REDCap does have some shortcomings, however, and there may be instances in which use of an alternative database management system may be indicated:

  • REDCap does not currently have all of the functionality needed for trials whose data will be submitted to the FDA for a new drug or medical device application (i.e., it is not 21 CFR Part 11 enabled).
  • Because REDCap allows you to easily create data collection forms, it offers limited flexibility in form design. (By contrast, Access allows greater flexibility; however—beware of the temptation to fiddle endlessly with the appearance of Access data collection forms.)
  • Data entry into REDCap is currently possible only when a live Web connection to is available. Offline (asynchronous) data collection will be available in mid-2010.

Note that REDCap is a data collection tool. To generate reports from data that have been collected in REDCap, one must first download the data to an analysis package. REDCap makes such downloads very easy and can produce analysis files for a variety of packages, including SAS, SPSS, R, and Excel.

If you would like to see a more-detailed comparison of Excel, Access, and REDCap, click here.

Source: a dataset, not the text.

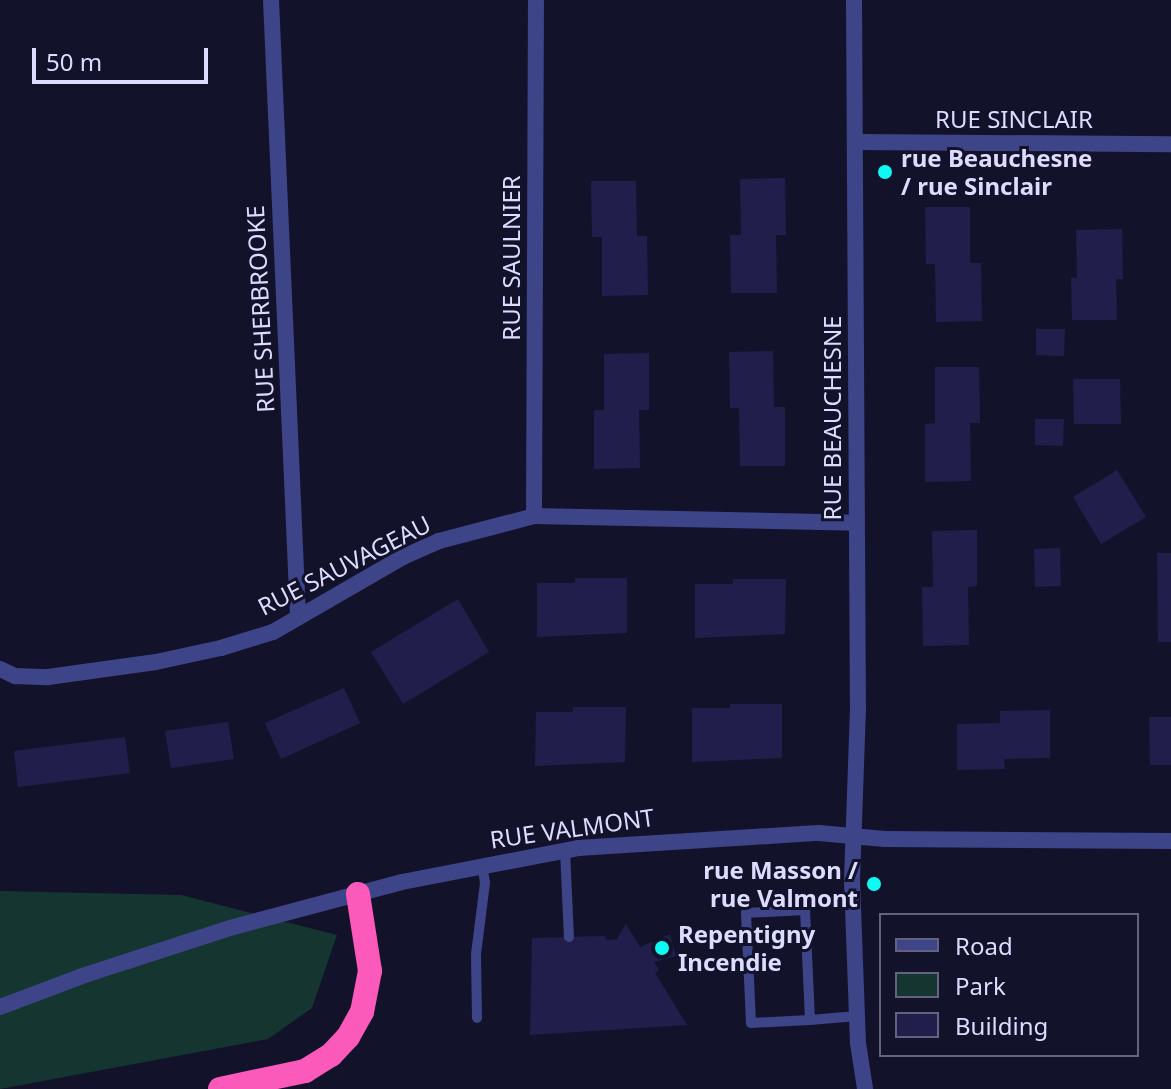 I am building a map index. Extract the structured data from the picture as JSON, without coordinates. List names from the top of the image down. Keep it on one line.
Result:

If you would like to discuss whether REDCap is suitable for your project with us, please contact us at REDCap@ucdenver.edu.

 Storage: Finding a Safe Place for Your Data to Abide

In considering where data abide, keep in mind two types of data, both of which must be stored in a manner that protects the privacy and security of your subjects:

  • The original data you have collected, which must be protected from corruption and stored in a robust, audited, and recoverable system.
  • Analytic datasets you derived from your original data, which can be manipulated at will using tools like SAS, SPSS, and Excel.

Given the need to protect your original data, it is clear that the hard drive of a desktop computer (much less the hard drive of a laptop or a thumb drive) is completely unsuitable for storage of original data. If you do not use REDCap, make sure that your data are stored on a secured UC Denver server (generally maintained by your Division or Department). The data on secured servers are backed up regularly, firewalled and password protected, and subject to an audit trail which can identify who has accessed your data. For questions on data storage options, please contact Thomas.Yaeger@ucdenver.edu.

While corruption and recoverability are not as significant issues for analytic datasets, privacy and security remain major considerations. There are severe penalties for privacy breaches, in some cases requiring the University to report breaches to news organizations. Unencrypted personal health information (PHI) must never be stored outside of or a secured server—you as an investigator are personally liable if you store unencrypted PHI on a laptop or thumb drive that is stolen. Try to perform all your analyses on the secured server if you can—in the event of a suspected data breach audit trails can determine whether a reportable breach has actually occurred. A virtual private network (VPN) connection can allow you to access these data remotely. If you must store analytic data elsewhere, make sure that (1) the data are stripped of all PHI, or (2) the data are encrypted or (3) both. Your department or division should be able to provide you with drive encryption software.